Investors may have scoffed at four per cent bond yields on Government of Canada 10-year bonds back in January 2008, but would have laughed all the way to the bank as yields fell by roughly one-quarter to date, amounting to a roughly 25 per cent return.

The moral here is that yield should never be considered in isolation except for the most riskless of riskless securities: the GIC. Annual yields of less than one-half of one per cent on these types of securities do not add up to a smart investment once inflation is factored into the total return. In fact, one would need to expect a period of falling prices over the next year or two to justify buying these securities.

The same goes for government bonds, especially U.S. Treasuries, where five-year bonds offering a measly 1.5 per cent annual yield look like a poor bargain to all but the most dour prognosticators of the U.S. economy.

Bill Gross, CEO of Pacific Investment Management Company (PIMCO), the man who steers PIMCO’s US$252-billion Total Return Fund like he is driving a Mini Cooper through a slalom course, states, in his most recent newsletter, that the 30-year bull market in interest rates has ended.

The silver lining to these low-yield securities is that even if we do not experience deflation for a prolonged period, it would seem that an adjustment in inflation expectations is in order.

Advisors might want to adjust their long-term inflation expectations down. That’s right — down! The average rate of inflation in Canada was 8.23 per cent over the unleaded decade that was the 1970s; then, in the 1980s, inflation dropped precipitously to 5.76 per cent, on average; fast forward another decade to the high-productivity era of the 1990s and inflation was exactly two per cent.

Inflation shot back up between 2005 and 2010, thanks to the ridiculously misguided central bank policy of keeping interest rates too low for too long, but that proved only temporary (the inflation, not the misguided central bank policy).

Now consider that between 2005 and 2010, inflation registered a further drop to 1.52 per cent on average, thus boosting the real return to bond holders over that period. Lower inflation means every dollar of interest earned is worth more in spending power, so a comparison of nominal interest rates over time often presents a misleading picture.

If it seems absurd to expect deflation when the stated goal of the U.S. Federal Reserve Bank is to create inflation, consider that these experiments are likely to end in bust as they did with the credit crisis. In other words, we may experience a period of higher inflation, but the end result may be low inflation or deflation.

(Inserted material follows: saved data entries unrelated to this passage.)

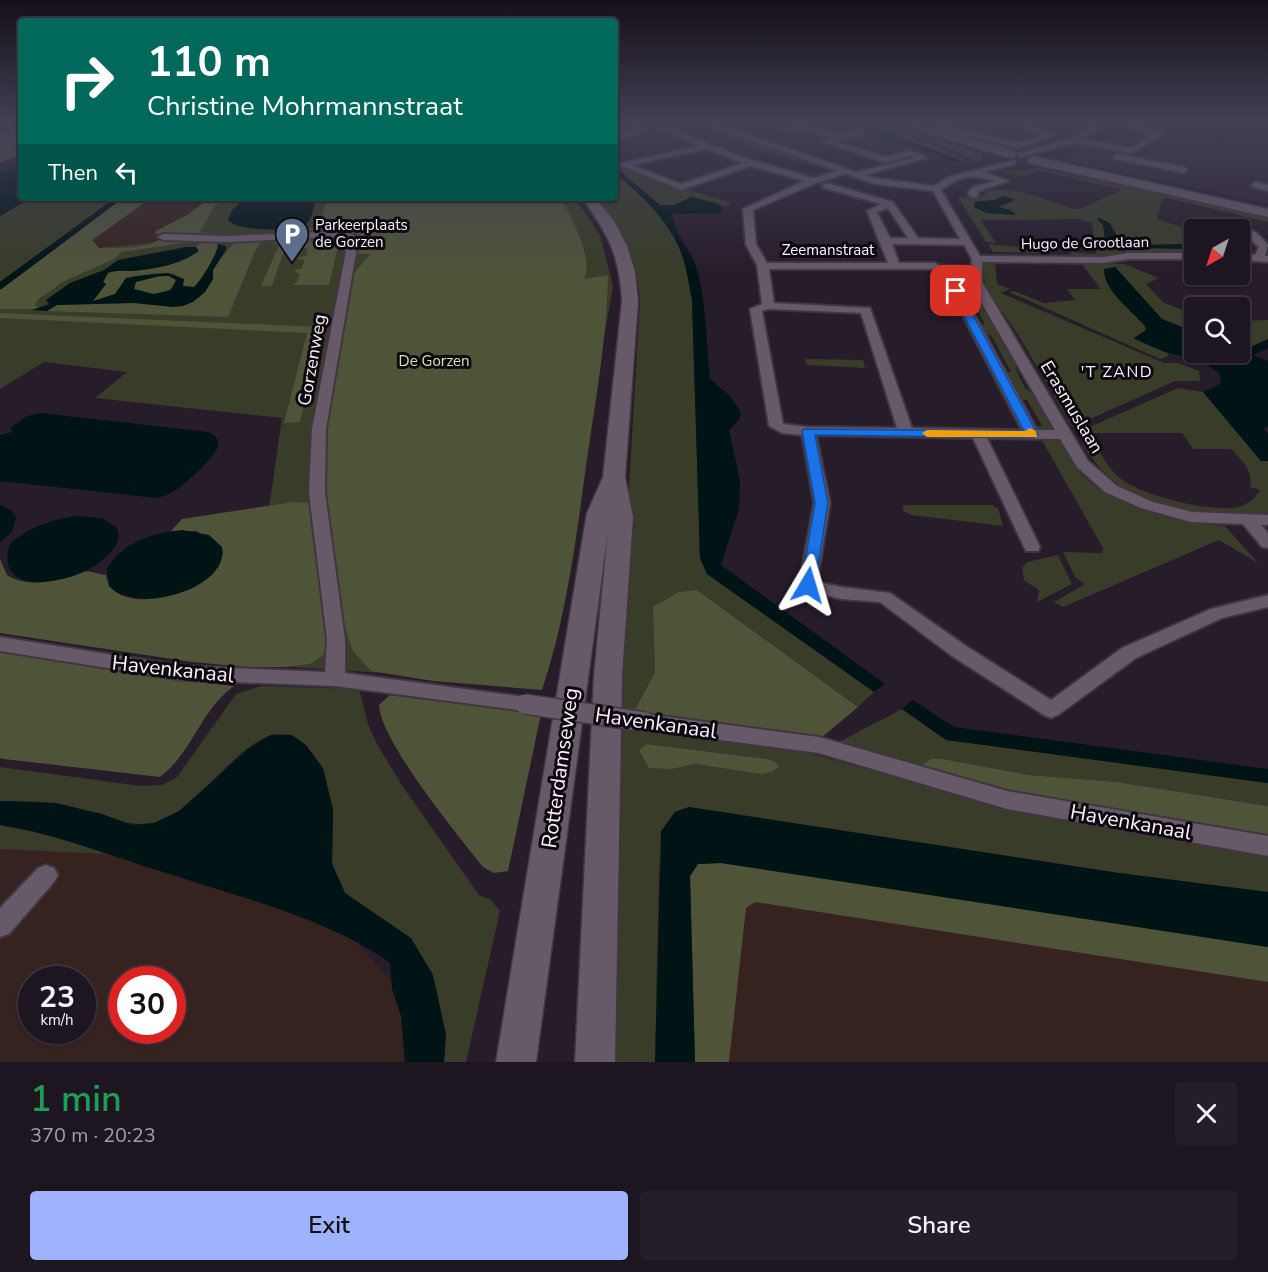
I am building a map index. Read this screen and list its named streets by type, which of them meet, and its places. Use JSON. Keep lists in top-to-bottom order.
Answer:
{
  "streets": {
    "main road": ["Rotterdamseweg"],
    "street": [
      "Hugo de Grootlaan",
      "Zeemanstraat",
      "Gorzenweg",
      "Erasmuslaan",
      "Havenkanaal"
    ]
  },
  "crossings": [
    ["Hugo de Grootlaan", "Erasmuslaan"],
    ["Zeemanstraat", "Erasmuslaan"],
    ["Gorzenweg", "Havenkanaal"]
  ],
  "districts": ["'T ZAND"],
  "parks": ["De Gorzen"],
  "places": {
    "parking": ["Parkeerplaats de Gorzen"]
  },
  "north": "bottom left",
  "page": {
    "turn": ["110 m", "Christine Mohrmannstraat"],
    "then": "Then",
    "speed": "23 km/h",
    "limit": "30",
    "heading": ["1 min", "370 m · 20:23"],
    "buttons": ["Exit", "Share"]
  }
}
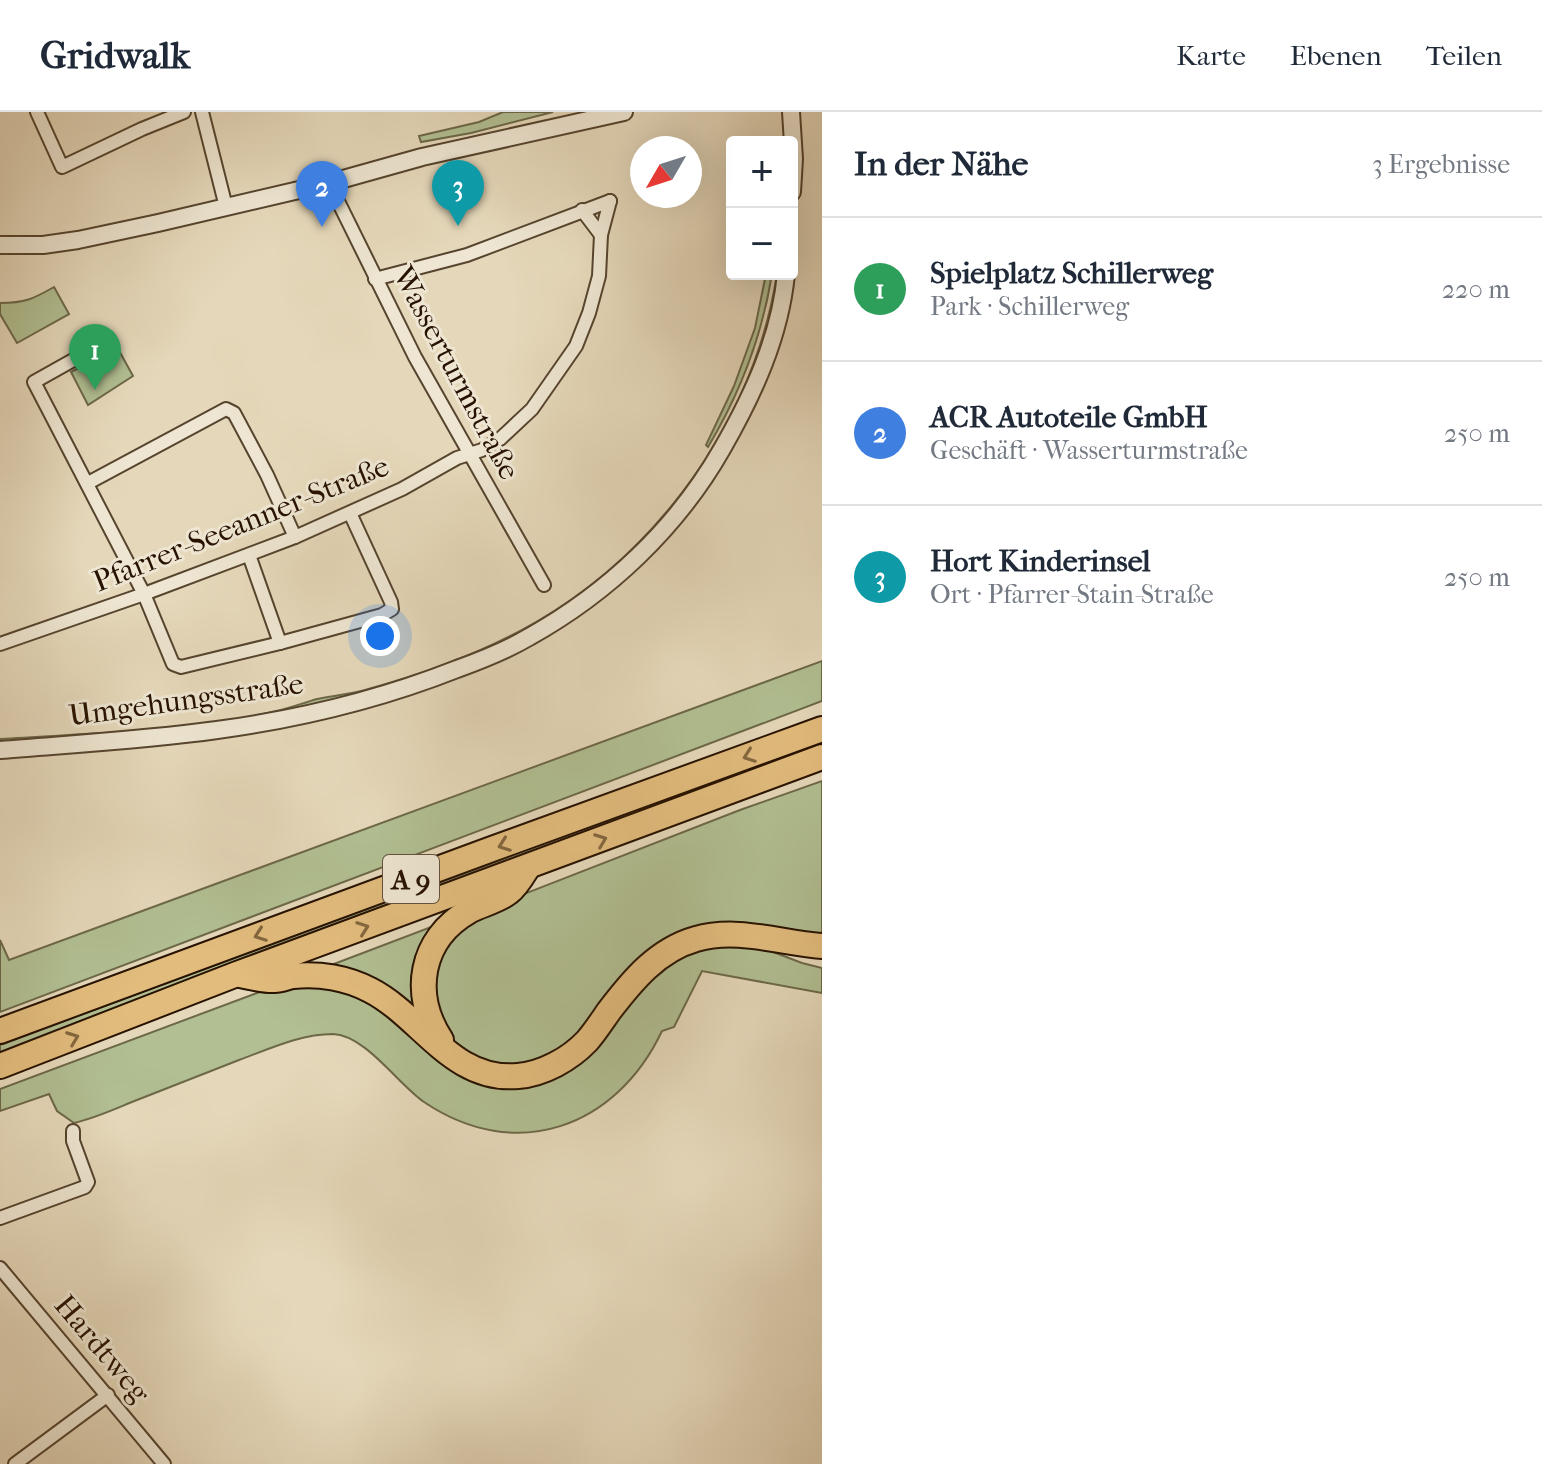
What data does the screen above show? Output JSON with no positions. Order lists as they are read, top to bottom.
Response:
{
  "streets": {
    "highway": ["A 9"],
    "street": [
      "Wasserturmstraße",
      "Pfarrer-Seeanner-Straße",
      "Umgehungsstraße",
      "Hardtweg"
    ]
  },
  "crossings": [
    ["Wasserturmstraße", "Pfarrer-Seeanner-Straße"]
  ],
  "north": "bottom left",
  "page": {
    "header": "Gridwalk",
    "nav": ["Karte", "Ebenen", "Teilen"],
    "heading": ["In der Nähe", "3 Ergebnisse"],
    "map_buttons": ["+", "−"],
    "pins": ["3", "2", "1"],
    "list": [
      {
        "mark": "1",
        "name": "Spielplatz Schillerweg",
        "note": "Park · Schillerweg",
        "value": "220 m"
      },
      {
        "mark": "2",
        "name": "ACR Autoteile GmbH",
        "note": "Geschäft · Wasserturmstraße",
        "value": "250 m"
      },
      {
        "mark": "3",
        "name": "Hort Kinderinsel",
        "note": "Ort · Pfarrer-Stain-Straße",
        "value": "250 m"
      }
    ]
  }
}
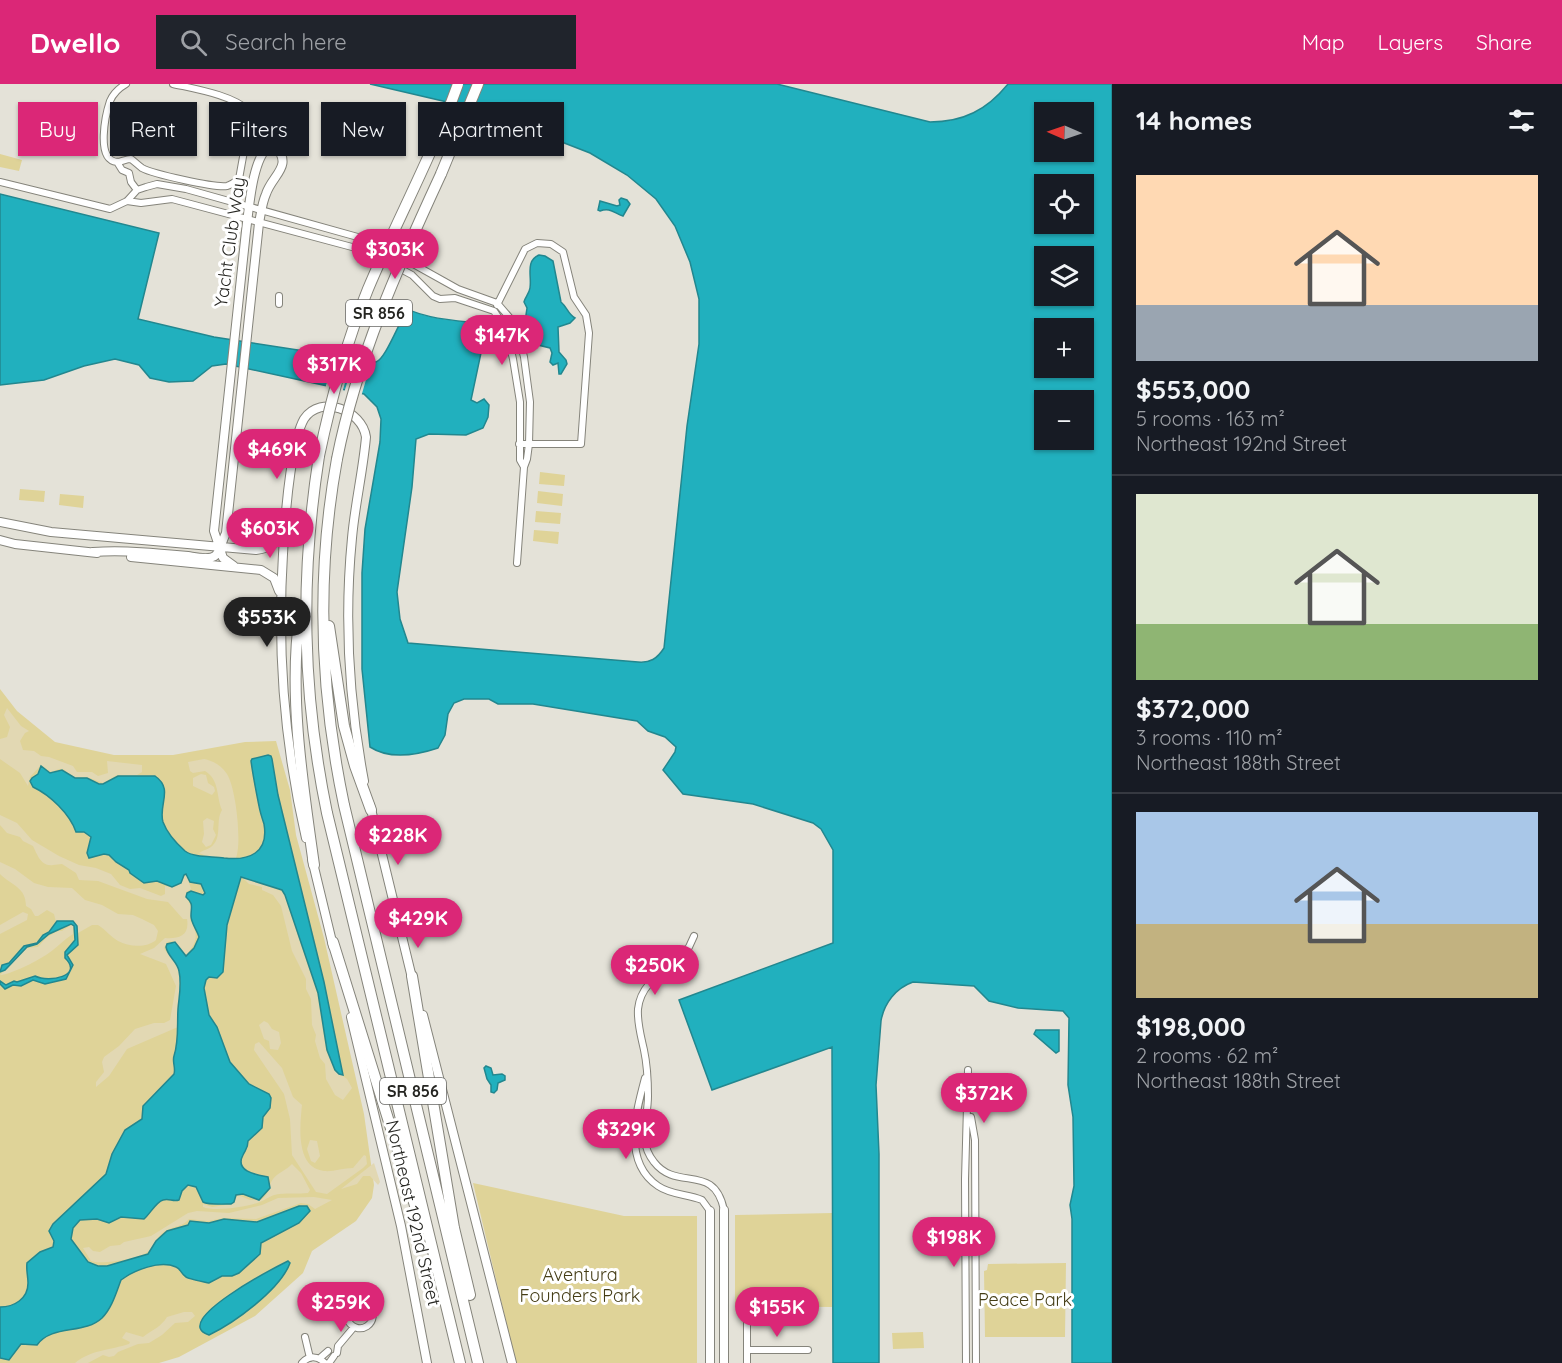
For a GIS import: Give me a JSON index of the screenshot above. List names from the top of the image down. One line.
{"streets":{"highway":["SR 856"],"street":["Yacht Club Way","Northeast 192nd Street"]},"parks":["Aventura Founders Park","Peace Park"],"north":"left","page":{"header":"Dwello","search":"Search here","nav":["Map","Layers","Share"],"heading":"14 homes","map_buttons":["+","−"],"chip":["Buy","Rent","Filters","New","Apartment"],"list":[{"name":"$553,000","note":"5 rooms · 163 m² · Northeast 192nd Street"},{"name":"$372,000","note":"3 rooms · 110 m² · Northeast 188th Street"},{"name":"$198,000","note":"2 rooms · 62 m² · Northeast 188th Street"}],"price":["$303K","$147K","$317K","$469K","$603K","$553K","$228K","$429K","$250K","$372K","$329K","$198K","$259K","$155K"]}}
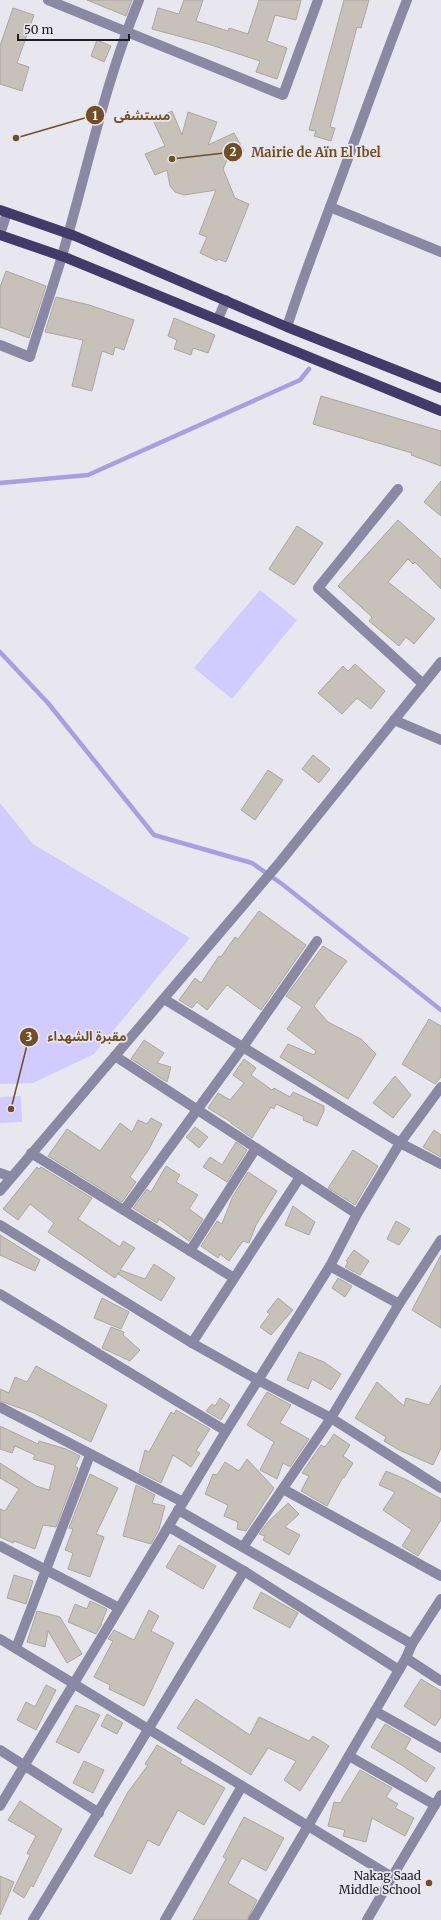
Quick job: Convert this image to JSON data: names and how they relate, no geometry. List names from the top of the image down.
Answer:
{
  "places": [
    "مستشفى",
    "Mairie de Aïn El Ibel",
    "مقبرة الشهداء",
    "Nakag Saad Middle School"
  ],
  "scale_bar": "50 m"
}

So the low yields on government bonds don’t look that horrible in a period of very low or falling inflation. Nevertheless, most investors don’t want to take the pay cut implied by the 1.5 per cent yield on a five-year Treasury bond. For anyone but the most stoic of war-era mentalities, it means taking on more risk to make ends meet. The question is one of how much risk and where?

Investment-grade corporate credits are the first stop out on the risk curve; unfortunately, the view from this milieu is pretty dim. Investors might expect to pick up a two to three per cent total return on investment grade corporate credits over the next year, says Ben Cheng, CFA, president and CIO of Toronto-based Aston Hill Financial and longtime denizen of the corporate credit space.

The average yield on U.S. junk bonds looks a lot more interesting with their juicy 5.75 per cent spread over five-year Treasury bonds. Cheng, however, offers some much-needed perspective to cool first impressions.

Junk bond prices, like their government cousins, are close to all-time highs. Cheng expects a seven to nine per cent total return to investors over the next year, which is very good, but he also strikes an ominous note.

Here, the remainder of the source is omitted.